First thing this morning I got an email with ‘high’ priority. The subject was ‘The Learning Center seems to be down’. We’ve been having a lot of problems with the product that underlies our ‘Learning Center’ application lately (we’re currently making a major switch) so I thought it was one of the run-of-the-mill problems we knew exactly how to fix. How wrong I was. Before I explain the story, I should give you some background info…
Cue dreamy effect and go back in time…
About 3 years ago, we bought a product as the basis for our learning management system. The learning system coordinator didn’t want the users accessing it directly (having to learn a whole new UI) so we wrote a few custom portlets to browse the catalog and track your progress using the APIs of the product. The APIs seemed kinda clunky, but they worked.
Fast forward back to this morning
After trying all of our known ‘fixes’ to take care of the problem without success I had to dig. I found some funniness in the logs. Our app was getting a java.rmi.RemoteException from the web service when trying to execute the API calls. Basically the error message was zero help. We had made no changes to the code. We had not updated the product in any way. So why is this happening? We determined is was definitely an API issue only – we could use the out of the box client and do all functions just fine. We called in a support ticket to the vendor. Luckily, they could tell us that the exception we were seeing would only be thrown in a scenario where we were providing either a null value or a zero length string as a parameter to the API method call. I knew that we hadn’t changed any of the code or the product for a looooong time so I was confident that we would prove to the support tech that she was wrong and we were sending in a value so I added some logging statements to the app and redeployed it.
Shock and dismay
Immediately, the logs proved that we were sending in a null value.

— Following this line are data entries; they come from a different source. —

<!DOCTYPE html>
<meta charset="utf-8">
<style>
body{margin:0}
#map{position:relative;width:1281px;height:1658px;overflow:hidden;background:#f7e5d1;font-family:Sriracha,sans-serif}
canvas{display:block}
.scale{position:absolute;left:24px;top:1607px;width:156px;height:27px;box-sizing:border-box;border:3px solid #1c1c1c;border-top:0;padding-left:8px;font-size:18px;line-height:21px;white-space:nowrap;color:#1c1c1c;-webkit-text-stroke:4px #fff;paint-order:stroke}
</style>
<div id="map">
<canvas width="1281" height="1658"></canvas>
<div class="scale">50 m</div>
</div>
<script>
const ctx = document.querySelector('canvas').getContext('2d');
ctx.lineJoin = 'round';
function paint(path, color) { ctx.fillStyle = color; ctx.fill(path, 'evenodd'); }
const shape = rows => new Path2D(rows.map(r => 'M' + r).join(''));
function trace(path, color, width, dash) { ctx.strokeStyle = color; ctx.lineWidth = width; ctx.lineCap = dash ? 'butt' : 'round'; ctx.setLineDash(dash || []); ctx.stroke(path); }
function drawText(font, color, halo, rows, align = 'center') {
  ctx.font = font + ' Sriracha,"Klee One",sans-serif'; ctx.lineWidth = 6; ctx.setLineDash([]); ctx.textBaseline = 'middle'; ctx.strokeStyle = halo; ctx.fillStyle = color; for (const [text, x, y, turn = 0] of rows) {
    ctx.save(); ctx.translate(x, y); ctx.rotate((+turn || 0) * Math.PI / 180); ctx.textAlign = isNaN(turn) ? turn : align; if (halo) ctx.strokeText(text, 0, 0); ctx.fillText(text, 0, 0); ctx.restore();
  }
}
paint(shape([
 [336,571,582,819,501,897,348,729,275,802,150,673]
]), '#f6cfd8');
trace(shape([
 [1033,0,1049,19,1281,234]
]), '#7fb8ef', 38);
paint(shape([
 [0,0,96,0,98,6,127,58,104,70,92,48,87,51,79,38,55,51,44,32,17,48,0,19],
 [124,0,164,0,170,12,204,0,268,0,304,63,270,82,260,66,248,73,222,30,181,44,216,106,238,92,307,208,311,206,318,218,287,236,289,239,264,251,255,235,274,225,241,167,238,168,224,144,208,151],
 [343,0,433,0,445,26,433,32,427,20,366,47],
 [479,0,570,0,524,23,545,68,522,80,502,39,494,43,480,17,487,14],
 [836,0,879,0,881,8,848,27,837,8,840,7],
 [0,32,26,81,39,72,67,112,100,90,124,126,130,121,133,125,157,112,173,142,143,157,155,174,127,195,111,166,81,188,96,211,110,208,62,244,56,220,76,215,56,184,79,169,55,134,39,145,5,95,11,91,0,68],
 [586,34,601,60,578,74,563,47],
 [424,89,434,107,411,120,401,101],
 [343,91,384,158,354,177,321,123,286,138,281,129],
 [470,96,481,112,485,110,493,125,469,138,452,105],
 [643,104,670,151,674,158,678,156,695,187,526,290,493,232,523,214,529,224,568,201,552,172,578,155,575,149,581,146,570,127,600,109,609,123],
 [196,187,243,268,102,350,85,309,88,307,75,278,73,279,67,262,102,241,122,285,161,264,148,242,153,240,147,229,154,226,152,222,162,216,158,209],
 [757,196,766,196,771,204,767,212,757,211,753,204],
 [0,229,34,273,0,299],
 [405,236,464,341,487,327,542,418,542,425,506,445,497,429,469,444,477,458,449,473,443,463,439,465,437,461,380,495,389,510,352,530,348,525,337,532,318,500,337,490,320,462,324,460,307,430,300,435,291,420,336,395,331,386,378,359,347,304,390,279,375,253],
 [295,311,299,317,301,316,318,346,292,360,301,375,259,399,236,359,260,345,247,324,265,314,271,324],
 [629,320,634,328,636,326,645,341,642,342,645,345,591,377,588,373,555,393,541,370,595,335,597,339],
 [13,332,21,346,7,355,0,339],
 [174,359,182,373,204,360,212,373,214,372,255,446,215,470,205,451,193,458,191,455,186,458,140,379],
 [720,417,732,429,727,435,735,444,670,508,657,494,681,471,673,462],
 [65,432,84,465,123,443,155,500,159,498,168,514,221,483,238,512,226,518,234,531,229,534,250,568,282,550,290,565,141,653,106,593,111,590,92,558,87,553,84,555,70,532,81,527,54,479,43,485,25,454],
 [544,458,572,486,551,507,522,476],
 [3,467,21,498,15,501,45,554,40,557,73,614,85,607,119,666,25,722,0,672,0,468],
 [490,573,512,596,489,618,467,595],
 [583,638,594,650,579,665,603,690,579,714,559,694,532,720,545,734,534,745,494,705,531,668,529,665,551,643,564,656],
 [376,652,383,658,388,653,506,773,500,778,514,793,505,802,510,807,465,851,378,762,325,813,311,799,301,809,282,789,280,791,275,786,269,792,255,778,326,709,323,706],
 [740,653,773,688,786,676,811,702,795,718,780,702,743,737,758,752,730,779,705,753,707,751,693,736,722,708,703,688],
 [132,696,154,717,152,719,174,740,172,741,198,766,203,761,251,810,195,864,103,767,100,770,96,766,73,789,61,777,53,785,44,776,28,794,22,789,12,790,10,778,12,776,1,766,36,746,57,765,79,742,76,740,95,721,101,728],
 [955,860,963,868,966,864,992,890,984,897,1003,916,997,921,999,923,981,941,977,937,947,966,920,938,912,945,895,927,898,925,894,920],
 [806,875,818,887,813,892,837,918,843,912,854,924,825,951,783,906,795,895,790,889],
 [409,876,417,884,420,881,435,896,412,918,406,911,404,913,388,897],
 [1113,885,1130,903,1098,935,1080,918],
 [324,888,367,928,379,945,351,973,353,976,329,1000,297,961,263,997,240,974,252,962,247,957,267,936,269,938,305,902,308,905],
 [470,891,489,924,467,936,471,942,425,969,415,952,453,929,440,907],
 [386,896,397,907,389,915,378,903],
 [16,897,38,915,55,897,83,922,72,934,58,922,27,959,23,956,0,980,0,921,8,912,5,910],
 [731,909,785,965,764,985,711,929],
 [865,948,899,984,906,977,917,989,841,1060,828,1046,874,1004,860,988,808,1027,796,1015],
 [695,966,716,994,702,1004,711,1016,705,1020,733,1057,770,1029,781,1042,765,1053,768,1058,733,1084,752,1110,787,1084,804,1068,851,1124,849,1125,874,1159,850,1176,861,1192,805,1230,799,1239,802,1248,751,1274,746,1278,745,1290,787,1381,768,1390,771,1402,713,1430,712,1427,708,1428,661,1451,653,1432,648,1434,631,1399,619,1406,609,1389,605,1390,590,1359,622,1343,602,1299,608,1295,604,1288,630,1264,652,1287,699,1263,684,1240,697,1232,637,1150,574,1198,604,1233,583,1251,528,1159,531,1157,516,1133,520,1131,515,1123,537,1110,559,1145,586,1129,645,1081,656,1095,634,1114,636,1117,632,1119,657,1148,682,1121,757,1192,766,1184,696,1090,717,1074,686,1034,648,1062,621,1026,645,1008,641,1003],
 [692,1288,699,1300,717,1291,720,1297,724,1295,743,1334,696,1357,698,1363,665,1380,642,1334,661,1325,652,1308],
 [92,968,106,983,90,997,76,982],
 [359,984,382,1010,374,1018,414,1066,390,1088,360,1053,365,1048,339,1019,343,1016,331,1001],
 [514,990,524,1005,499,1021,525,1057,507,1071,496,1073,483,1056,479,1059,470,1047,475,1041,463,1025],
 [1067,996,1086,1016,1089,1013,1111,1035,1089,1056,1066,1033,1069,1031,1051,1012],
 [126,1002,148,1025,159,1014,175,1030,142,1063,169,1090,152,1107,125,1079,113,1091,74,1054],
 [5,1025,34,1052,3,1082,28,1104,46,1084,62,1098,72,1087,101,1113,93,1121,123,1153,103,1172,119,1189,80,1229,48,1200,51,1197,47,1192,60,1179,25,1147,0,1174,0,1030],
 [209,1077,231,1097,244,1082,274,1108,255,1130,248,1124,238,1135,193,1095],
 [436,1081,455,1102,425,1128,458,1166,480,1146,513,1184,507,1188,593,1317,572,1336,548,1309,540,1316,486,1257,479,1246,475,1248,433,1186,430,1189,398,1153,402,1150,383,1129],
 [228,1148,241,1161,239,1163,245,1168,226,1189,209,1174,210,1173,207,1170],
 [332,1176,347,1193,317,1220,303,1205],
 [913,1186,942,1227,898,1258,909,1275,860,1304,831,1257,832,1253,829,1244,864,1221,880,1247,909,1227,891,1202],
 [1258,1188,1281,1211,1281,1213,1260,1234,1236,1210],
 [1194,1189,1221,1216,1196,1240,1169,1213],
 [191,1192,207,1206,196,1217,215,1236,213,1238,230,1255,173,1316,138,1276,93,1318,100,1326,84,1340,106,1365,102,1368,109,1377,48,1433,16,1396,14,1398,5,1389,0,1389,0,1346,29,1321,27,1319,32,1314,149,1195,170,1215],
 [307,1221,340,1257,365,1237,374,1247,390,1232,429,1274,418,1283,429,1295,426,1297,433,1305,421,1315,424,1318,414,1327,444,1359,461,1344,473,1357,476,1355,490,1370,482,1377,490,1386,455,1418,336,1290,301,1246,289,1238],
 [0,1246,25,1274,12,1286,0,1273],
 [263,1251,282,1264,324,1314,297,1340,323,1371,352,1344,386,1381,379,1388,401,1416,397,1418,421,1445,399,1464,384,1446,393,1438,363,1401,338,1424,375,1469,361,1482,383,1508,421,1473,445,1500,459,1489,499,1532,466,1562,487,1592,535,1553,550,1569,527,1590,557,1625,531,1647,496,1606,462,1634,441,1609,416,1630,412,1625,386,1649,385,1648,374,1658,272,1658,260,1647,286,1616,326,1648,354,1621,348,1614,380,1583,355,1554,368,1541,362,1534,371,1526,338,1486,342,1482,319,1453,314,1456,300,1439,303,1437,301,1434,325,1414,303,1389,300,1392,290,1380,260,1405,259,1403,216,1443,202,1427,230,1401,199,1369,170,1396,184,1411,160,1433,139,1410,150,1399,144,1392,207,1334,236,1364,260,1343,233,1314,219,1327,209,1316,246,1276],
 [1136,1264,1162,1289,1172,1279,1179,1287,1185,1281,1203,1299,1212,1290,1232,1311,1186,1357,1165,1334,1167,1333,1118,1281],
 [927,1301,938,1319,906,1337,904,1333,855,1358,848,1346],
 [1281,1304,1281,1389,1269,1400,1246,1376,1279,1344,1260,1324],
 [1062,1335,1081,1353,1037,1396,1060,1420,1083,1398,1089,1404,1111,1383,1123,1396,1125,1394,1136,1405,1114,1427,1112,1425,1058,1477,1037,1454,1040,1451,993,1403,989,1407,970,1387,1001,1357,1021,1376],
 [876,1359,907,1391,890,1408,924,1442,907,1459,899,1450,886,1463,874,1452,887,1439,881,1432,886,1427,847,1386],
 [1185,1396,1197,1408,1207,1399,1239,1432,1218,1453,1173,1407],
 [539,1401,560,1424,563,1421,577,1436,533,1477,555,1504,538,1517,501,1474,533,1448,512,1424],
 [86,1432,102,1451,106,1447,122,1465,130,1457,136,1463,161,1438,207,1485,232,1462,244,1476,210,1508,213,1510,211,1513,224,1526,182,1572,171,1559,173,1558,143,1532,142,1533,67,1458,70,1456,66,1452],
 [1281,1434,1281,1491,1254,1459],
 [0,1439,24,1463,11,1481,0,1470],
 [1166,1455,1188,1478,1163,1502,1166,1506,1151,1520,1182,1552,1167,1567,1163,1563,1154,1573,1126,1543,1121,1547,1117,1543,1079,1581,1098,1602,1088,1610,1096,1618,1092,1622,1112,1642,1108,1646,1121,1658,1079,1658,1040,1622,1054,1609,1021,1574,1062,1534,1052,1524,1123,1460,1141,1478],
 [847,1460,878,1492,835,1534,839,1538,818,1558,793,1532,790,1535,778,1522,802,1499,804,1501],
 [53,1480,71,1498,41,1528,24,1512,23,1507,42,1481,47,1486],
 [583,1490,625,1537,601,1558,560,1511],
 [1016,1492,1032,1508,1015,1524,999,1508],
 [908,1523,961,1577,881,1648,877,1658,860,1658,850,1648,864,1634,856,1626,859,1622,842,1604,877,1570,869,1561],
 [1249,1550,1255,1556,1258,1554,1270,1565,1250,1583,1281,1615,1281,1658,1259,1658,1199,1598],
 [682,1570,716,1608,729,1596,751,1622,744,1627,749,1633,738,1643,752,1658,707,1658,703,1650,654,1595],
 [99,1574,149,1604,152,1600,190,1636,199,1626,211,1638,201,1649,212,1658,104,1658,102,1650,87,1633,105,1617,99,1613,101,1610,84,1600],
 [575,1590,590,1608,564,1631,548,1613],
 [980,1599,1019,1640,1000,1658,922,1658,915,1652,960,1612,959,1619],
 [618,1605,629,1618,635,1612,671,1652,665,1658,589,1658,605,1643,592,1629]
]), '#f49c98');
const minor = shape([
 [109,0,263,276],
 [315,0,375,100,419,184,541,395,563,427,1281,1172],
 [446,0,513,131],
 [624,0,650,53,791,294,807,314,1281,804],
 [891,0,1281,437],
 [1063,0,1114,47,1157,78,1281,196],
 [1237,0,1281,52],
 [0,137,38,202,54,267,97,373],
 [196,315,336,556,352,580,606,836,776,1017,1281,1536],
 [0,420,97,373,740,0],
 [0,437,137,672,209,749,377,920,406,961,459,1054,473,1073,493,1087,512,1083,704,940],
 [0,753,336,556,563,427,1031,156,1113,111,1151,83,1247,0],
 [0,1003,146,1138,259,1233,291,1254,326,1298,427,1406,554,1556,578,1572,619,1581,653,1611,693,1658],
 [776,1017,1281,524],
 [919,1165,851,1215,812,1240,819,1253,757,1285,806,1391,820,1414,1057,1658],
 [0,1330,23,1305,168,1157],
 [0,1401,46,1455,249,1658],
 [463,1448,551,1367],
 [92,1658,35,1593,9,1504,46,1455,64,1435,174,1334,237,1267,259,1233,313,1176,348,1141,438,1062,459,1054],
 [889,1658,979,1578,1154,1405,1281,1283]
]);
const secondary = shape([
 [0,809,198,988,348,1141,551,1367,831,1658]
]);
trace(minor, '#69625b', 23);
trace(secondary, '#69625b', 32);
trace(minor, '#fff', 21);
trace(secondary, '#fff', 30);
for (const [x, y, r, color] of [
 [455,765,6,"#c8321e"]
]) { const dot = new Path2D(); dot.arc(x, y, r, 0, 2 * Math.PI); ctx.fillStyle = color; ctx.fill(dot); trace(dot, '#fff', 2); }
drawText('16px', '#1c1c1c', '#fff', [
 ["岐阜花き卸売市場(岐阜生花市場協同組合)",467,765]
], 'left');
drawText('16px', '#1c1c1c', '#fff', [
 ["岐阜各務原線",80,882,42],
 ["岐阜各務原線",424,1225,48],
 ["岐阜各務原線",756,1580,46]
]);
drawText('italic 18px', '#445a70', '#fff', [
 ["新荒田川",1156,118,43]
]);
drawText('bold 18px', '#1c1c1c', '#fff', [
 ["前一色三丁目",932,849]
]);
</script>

“What the #$%!! This has worked for 6 months with no changes. The only thing we did was change the logging level 2 days ago from DEBUG to ERROR and that should have no affect on this kind of thing. Its worked since then… right?”
Never trust other people 🙂
Just to be sure, I checked with the originator of the error (the guy who gets the calls when something is wrong or a change is needed – and a good all around guy):
Me: “Hey… this has been working OK since Monday, right?”.
Him: “Yeah. It was fine yesterday”.
…another 15 minutes pass trying to figure out how it could have ever worked since we’re passing a null value as a parameter.
Finally I came out of my funk and decided I just had to fix it with what I know now rather than trying to figure out what changed.
The realization – Not crazy, just stupid
As I looked into what the problem was, I found that a value for an attribute that we get from calling a utility library was null rather than a value pertaining to the logged in user. “How could this be null? Its been working forever!”. I seriously thought logic was not prevailing, that something had gone awry in not one, but three servers and was conspiring to make me insane. After another 5 minutes, I found that there was a VERY KEY line of code inside of an if block where the condition was ‘logger.isDebugEnabled’. So changing the log level from DEBUG to ERROR caused a major issue in the program since it skipped that key line of code.
Immediately I tried to understand why it took me so long to figure out the problem. I reckoned if I’d have known right after the change that something was wrong I could have easily tracked it to the logging issue (and still kicked myself in the arse for such a silly bug). But since I heard from someone that it just broke ‘this morning’ I went on a wild goose chase.
This bug, had ‘slept’ for nearly 3 years without notice since the logging level was left at DEBUG on the QA and production servers.
– Test with your production logging level
– Systems that aren’t mission critical can have an issue for a good long time before someone actually complains about it
– Dont trust what anyone else says when it comes to observation of a software problem (This is why when you call support for any product you start at step 1, even though you are a seasoned computer person and dont need to get instructions on what alt-ctrl-delete means – apparently they’ve already learned the lesson I learned AGAIN today)
– Accept that some bugs are just plain silly and no matter how experienced you are, you can create them.